→ **WHAT THE TASK REQUIRES**
Apart from any images, the entries are to be output exactly.

(Stored data)
===
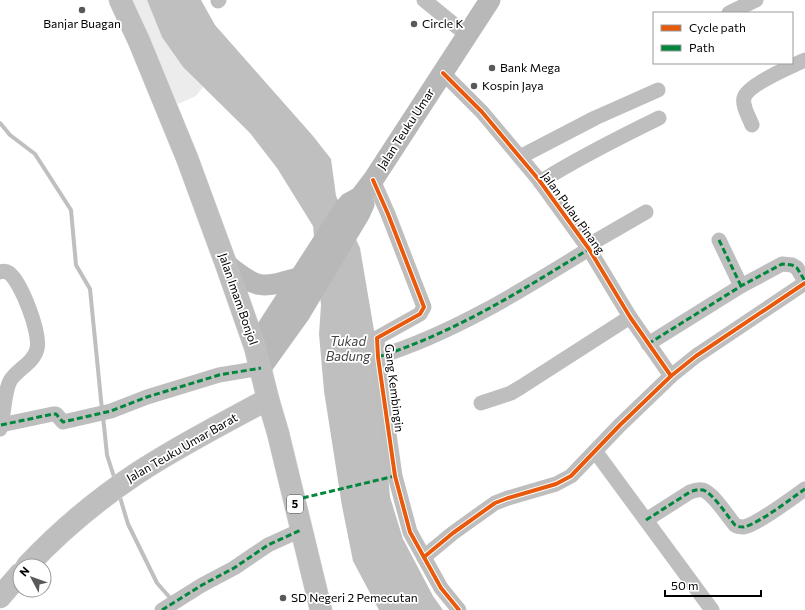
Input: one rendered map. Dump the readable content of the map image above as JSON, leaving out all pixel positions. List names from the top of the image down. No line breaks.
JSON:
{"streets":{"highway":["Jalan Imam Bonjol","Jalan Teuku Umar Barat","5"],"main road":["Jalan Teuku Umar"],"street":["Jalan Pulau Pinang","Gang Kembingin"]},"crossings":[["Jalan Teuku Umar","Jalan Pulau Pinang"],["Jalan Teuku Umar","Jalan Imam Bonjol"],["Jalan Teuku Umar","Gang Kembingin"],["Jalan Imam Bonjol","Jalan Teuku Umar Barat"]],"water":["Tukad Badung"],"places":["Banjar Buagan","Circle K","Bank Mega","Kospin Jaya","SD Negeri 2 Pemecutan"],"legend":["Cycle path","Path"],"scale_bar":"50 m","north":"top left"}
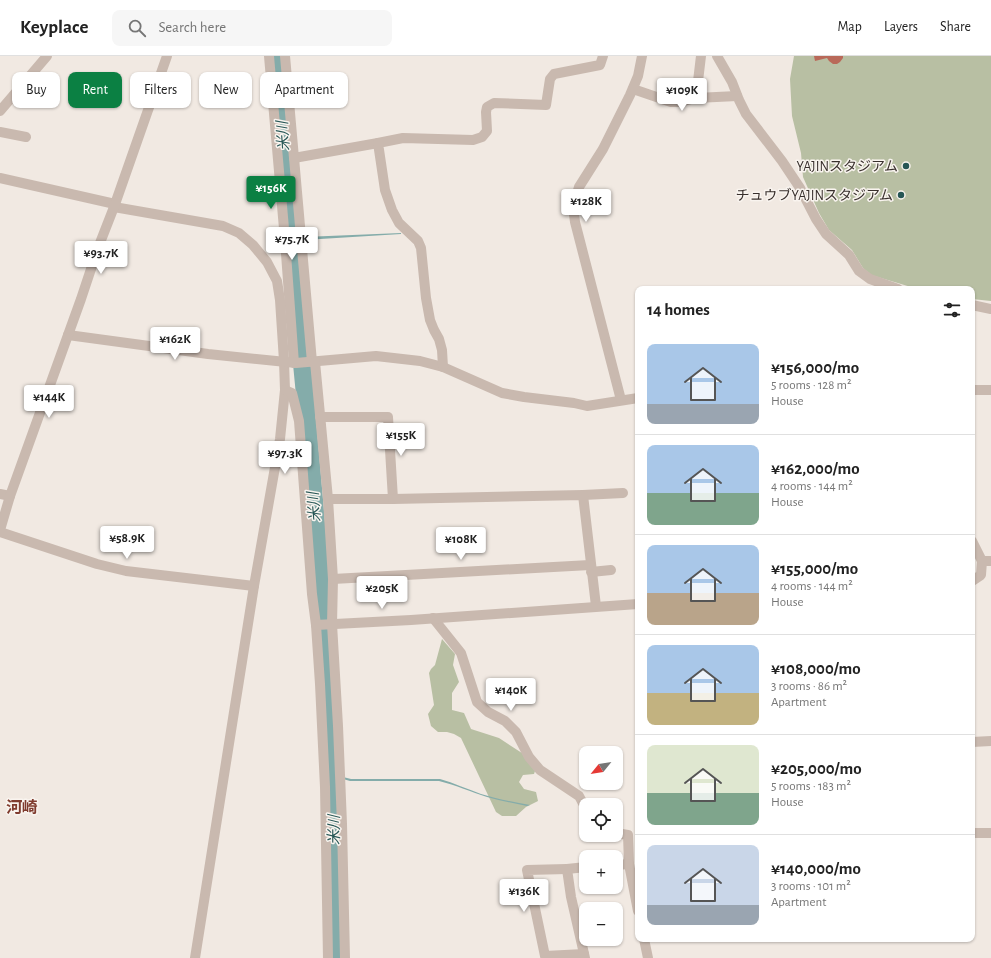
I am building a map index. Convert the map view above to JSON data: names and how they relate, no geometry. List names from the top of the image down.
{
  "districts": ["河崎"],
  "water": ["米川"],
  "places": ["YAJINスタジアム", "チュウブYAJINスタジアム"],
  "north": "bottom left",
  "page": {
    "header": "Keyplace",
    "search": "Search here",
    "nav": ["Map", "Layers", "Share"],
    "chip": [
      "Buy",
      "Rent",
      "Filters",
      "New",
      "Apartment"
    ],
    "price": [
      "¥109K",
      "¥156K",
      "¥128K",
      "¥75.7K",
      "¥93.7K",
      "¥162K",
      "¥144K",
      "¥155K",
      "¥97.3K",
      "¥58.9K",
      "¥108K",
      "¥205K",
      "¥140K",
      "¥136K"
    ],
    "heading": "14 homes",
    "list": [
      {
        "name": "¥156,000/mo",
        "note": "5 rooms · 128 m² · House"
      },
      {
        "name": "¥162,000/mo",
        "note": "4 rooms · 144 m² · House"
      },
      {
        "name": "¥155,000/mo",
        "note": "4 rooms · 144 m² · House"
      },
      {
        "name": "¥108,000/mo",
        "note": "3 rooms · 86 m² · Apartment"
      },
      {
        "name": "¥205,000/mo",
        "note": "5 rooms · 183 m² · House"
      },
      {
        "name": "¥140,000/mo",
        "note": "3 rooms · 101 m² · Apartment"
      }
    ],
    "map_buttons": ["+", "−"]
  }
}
===
→ **FINISHED TASK**
Input: one rendered map. Dump the readable content of the map image above as JSON, leaving out all pixel positions. List names from the top of the image down. No line breaks.
JSON:
{"streets":{"highway":["Jalan Imam Bonjol","Jalan Teuku Umar Barat","5"],"main road":["Jalan Teuku Umar"],"street":["Jalan Pulau Pinang","Gang Kembingin"]},"crossings":[["Jalan Teuku Umar","Jalan Pulau Pinang"],["Jalan Teuku Umar","Jalan Imam Bonjol"],["Jalan Teuku Umar","Gang Kembingin"],["Jalan Imam Bonjol","Jalan Teuku Umar Barat"]],"water":["Tukad Badung"],"places":["Banjar Buagan","Circle K","Bank Mega","Kospin Jaya","SD Negeri 2 Pemecutan"],"legend":["Cycle path","Path"],"scale_bar":"50 m","north":"top left"}
I am building a map index. Convert the map view above to JSON data: names and how they relate, no geometry. List names from the top of the image down.
{
  "districts": ["河崎"],
  "water": ["米川"],
  "places": ["YAJINスタジアム", "チュウブYAJINスタジアム"],
  "north": "bottom left",
  "page": {
    "header": "Keyplace",
    "search": "Search here",
    "nav": ["Map", "Layers", "Share"],
    "chip": [
      "Buy",
      "Rent",
      "Filters",
      "New",
      "Apartment"
    ],
    "price": [
      "¥109K",
      "¥156K",
      "¥128K",
      "¥75.7K",
      "¥93.7K",
      "¥162K",
      "¥144K",
      "¥155K",
      "¥97.3K",
      "¥58.9K",
      "¥108K",
      "¥205K",
      "¥140K",
      "¥136K"
    ],
    "heading": "14 homes",
    "list": [
      {
        "name": "¥156,000/mo",
        "note": "5 rooms · 128 m² · House"
      },
      {
        "name": "¥162,000/mo",
        "note": "4 rooms · 144 m² · House"
      },
      {
        "name": "¥155,000/mo",
        "note": "4 rooms · 144 m² · House"
      },
      {
        "name": "¥108,000/mo",
        "note": "3 rooms · 86 m² · Apartment"
      },
      {
        "name": "¥205,000/mo",
        "note": "5 rooms · 183 m² · House"
      },
      {
        "name": "¥140,000/mo",
        "note": "3 rooms · 101 m² · Apartment"
      }
    ],
    "map_buttons": ["+", "−"]
  }
}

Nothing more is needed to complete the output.